The Luach was first compiled by Rabbi Avraham Chaim Naeh, then the secretary of the Edah HaChareidis, to replace the calendar that was at the time distributed by Colel Chabad as fundraising material, which followed conflicting halachic guidance to the stances of the Alter Rebbe's Shulchan Aruch, which is followed by Chabad. The Luach codified Chabad customs that had up until then been passed down as oral tradition, resulting in confusion about practice between international Chabad communities.

==Donations==
The charity receives donations from large and small donors alike. It distributes a pushka (charity box) which it encourages contributors to donate to every Friday before Shabbat candle-lighting. Large donors are honored at its annual dinner in New York.

At the annual International Awards Gala in New York on 7 January 2026, Colel Chabad honored Ahmed al-Ahmed, the Syrian-born Australian shopkeeper who disarmed one of the gunmen of the 2025 Bondi Beach terrorist attack at a Chabad-hosted Hanukkah event at in Sydney the previous month. Al-Ahmed was introduced by Rabbi Yehoram Ulman of Chabad of Bondi, whose son-in-law Rabbi Eli Schlanger was killed in the attack. Investor Bill Ackman, who pledged $180,000 to Colel Chabad at the event in al-Ahmed's honor, presented him with a menorah inscribed "Light will win".

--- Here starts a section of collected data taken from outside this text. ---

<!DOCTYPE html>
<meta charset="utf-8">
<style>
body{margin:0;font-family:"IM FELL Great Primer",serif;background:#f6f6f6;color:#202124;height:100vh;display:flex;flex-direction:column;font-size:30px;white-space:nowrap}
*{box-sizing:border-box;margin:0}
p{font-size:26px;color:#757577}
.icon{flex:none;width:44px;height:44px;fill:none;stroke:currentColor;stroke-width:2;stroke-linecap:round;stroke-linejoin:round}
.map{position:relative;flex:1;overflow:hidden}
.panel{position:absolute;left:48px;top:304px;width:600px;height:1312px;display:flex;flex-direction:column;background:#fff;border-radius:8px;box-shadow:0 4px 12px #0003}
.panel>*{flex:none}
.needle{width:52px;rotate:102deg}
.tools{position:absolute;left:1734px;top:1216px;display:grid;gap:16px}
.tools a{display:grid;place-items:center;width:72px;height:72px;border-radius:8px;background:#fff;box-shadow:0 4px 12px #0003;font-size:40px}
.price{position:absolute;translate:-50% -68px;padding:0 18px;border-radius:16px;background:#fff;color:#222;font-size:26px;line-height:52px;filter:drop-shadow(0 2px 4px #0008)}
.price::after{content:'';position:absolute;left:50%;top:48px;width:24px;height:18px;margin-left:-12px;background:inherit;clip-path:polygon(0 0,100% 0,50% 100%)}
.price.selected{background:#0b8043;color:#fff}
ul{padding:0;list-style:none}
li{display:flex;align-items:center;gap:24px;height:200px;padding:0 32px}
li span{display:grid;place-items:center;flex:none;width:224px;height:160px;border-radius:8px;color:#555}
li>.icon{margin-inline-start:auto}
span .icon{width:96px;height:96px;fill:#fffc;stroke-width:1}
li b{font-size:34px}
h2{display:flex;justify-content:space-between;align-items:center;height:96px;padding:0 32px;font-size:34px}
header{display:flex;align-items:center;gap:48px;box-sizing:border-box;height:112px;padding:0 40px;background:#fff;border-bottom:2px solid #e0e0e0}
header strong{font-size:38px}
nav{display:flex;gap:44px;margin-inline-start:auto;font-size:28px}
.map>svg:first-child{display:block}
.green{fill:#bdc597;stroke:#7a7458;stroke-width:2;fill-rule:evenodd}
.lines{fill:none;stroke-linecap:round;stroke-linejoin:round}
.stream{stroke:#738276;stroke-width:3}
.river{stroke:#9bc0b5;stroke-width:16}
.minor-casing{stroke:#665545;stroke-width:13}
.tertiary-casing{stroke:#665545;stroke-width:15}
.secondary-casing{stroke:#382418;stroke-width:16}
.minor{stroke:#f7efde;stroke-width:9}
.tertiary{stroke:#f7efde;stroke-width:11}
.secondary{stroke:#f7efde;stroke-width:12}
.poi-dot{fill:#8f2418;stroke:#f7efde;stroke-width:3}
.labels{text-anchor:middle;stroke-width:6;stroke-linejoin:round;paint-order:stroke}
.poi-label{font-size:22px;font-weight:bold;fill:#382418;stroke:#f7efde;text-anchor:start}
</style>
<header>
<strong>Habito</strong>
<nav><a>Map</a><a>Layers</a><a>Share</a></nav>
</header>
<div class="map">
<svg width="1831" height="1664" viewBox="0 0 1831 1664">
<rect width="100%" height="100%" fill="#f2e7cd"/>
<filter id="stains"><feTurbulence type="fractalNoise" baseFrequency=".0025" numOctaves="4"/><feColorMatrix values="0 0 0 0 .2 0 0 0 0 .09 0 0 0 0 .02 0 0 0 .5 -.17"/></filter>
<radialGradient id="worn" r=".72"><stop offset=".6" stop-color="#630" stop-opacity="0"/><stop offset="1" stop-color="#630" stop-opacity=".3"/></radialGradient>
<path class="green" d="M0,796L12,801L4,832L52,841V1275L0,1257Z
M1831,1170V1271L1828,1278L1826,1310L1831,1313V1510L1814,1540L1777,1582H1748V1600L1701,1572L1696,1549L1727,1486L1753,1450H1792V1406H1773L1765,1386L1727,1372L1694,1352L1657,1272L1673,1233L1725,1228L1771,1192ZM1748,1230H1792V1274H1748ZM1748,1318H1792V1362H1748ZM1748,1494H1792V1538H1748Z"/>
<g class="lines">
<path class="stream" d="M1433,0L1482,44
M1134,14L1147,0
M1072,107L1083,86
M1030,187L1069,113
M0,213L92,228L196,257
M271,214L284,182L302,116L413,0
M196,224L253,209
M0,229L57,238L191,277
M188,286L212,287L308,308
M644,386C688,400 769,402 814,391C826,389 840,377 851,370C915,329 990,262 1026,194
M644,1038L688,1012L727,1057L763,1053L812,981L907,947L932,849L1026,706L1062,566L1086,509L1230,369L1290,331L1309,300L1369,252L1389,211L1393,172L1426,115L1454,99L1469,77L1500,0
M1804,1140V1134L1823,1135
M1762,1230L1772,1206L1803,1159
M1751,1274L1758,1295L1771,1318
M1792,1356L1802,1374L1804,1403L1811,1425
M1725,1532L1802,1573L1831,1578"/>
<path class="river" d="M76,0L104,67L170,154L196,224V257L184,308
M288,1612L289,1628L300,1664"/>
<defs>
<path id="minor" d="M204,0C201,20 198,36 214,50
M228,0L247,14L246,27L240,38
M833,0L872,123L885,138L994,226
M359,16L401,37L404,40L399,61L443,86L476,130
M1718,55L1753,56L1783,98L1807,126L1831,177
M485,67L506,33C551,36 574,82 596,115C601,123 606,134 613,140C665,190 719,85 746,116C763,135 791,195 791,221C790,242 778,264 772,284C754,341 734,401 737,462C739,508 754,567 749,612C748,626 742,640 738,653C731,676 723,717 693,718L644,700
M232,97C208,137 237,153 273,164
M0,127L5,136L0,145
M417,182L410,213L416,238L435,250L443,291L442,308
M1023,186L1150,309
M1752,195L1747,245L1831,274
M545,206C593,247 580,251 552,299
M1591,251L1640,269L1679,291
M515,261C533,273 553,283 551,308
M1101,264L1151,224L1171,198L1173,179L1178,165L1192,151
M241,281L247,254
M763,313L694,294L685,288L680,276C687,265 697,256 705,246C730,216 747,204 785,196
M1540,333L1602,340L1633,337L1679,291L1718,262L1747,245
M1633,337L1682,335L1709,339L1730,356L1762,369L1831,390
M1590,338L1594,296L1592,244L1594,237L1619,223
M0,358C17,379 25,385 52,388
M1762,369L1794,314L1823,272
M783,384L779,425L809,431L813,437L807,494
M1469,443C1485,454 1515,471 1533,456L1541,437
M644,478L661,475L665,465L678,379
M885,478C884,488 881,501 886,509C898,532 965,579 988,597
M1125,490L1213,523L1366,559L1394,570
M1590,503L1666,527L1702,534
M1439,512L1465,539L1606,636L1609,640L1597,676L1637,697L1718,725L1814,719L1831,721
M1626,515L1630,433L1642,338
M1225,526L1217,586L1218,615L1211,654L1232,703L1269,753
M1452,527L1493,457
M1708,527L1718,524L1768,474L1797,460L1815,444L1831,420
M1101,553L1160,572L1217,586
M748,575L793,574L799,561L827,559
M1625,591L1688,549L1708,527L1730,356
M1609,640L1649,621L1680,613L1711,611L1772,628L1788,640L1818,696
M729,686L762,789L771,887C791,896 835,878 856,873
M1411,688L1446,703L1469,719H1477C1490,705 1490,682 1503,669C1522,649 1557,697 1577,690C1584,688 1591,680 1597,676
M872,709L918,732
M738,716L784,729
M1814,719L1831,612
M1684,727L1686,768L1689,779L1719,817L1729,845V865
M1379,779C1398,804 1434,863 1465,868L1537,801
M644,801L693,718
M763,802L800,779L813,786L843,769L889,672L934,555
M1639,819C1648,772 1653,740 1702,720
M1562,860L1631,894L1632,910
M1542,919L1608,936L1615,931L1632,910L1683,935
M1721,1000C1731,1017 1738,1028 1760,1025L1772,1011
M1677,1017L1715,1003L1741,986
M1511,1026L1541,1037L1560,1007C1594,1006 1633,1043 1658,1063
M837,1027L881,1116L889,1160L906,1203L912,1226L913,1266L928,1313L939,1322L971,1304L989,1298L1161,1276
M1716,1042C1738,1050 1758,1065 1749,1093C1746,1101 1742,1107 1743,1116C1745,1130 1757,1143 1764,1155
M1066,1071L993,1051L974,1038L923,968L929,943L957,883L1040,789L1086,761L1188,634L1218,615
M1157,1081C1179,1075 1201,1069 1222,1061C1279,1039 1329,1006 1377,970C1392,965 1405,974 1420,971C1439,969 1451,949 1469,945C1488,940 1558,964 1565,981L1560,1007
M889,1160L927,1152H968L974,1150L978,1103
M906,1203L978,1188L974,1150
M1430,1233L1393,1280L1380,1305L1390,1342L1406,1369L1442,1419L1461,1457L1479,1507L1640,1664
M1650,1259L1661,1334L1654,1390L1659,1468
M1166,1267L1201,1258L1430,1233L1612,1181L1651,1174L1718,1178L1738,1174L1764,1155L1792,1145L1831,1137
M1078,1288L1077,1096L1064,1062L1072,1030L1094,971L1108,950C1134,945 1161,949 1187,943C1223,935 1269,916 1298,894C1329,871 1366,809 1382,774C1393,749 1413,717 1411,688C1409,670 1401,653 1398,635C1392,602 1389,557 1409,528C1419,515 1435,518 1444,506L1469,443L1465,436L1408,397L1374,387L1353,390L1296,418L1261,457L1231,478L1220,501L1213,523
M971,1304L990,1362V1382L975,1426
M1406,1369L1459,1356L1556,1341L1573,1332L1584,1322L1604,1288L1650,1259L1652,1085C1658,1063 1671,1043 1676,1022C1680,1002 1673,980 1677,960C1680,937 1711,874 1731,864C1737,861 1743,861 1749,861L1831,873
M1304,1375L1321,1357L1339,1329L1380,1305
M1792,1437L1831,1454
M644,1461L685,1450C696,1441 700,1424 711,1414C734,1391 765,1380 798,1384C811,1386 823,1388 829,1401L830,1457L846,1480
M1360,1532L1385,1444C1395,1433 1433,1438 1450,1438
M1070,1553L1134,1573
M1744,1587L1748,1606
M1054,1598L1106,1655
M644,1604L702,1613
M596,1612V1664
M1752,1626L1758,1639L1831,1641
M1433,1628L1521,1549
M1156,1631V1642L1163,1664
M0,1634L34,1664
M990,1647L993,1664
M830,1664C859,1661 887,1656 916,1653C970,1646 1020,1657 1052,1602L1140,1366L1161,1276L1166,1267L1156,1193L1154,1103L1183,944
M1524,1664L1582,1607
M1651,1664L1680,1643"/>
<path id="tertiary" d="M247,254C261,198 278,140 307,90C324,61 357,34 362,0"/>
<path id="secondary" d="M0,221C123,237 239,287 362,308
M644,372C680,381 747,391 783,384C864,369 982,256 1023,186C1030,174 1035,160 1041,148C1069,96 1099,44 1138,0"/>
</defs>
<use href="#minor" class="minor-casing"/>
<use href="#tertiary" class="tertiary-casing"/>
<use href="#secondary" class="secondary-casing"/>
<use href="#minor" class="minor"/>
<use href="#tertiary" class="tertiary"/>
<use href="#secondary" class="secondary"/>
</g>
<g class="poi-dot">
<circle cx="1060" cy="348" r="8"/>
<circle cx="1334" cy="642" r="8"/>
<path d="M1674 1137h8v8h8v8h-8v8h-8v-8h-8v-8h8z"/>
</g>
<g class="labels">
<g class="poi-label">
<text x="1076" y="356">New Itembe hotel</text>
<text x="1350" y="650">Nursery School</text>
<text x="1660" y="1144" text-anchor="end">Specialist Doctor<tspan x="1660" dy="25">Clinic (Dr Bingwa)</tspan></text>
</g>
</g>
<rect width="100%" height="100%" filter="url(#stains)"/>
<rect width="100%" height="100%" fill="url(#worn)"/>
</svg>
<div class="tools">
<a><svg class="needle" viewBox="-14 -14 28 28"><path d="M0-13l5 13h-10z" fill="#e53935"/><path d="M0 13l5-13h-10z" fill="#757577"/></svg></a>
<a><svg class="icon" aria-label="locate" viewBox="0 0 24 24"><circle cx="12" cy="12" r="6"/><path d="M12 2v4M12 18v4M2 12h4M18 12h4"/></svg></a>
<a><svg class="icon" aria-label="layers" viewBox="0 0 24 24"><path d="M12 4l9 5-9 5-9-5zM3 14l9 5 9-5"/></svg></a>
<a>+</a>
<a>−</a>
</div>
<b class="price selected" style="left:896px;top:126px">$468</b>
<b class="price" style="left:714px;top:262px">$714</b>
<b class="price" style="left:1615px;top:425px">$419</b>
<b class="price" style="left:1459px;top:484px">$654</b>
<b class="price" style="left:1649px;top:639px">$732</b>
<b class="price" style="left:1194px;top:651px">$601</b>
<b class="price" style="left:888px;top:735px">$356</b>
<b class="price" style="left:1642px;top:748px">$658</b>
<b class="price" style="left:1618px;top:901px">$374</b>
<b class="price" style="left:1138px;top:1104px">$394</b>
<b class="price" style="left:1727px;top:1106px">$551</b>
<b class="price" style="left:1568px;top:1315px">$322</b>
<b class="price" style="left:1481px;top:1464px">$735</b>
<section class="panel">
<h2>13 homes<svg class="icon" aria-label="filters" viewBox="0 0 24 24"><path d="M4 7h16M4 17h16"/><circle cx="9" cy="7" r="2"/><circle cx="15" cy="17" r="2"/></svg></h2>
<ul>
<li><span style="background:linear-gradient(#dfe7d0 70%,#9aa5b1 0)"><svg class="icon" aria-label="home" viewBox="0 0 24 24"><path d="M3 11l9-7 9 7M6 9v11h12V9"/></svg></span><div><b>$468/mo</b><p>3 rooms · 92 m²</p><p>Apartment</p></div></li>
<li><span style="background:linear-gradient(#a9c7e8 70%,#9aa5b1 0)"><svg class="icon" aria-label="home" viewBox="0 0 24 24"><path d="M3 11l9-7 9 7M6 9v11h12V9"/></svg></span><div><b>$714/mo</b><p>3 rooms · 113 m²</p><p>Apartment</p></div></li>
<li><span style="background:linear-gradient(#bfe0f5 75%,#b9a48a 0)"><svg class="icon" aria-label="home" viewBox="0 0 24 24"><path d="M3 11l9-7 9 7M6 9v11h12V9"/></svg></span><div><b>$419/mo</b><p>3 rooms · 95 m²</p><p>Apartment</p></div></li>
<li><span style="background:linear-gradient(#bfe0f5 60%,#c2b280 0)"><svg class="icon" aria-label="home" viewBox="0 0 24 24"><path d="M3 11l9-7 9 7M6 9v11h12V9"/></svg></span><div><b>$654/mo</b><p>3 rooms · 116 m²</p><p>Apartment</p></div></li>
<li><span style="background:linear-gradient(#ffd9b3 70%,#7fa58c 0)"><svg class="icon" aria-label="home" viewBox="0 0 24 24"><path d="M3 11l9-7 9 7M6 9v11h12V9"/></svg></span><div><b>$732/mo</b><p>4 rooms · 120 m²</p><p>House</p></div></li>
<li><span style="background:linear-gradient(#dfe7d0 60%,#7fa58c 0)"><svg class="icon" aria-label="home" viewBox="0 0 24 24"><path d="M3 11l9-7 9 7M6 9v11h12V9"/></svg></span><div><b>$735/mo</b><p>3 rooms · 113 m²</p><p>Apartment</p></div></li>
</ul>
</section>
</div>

According to media reports, Colel Chabad was the main charity supported by Sholom Rubashkin, who donated millions of dollars from profits earned by his now-bankrupt company, Agriprocessors. Rubashkin was twice honored at the charity's annual dinner.

One year after the Simchat Torah terrorist attacks in southern Israel on Oct. 7, Debbie and Michael Flacks have given a $5 million donation to erect a new center dedicated to promoting community service and acts of kindness. The 10-story “Flacks Chessed Tower” will be located in the heart of Jerusalem next to the Machaneh Yehudah open-air market.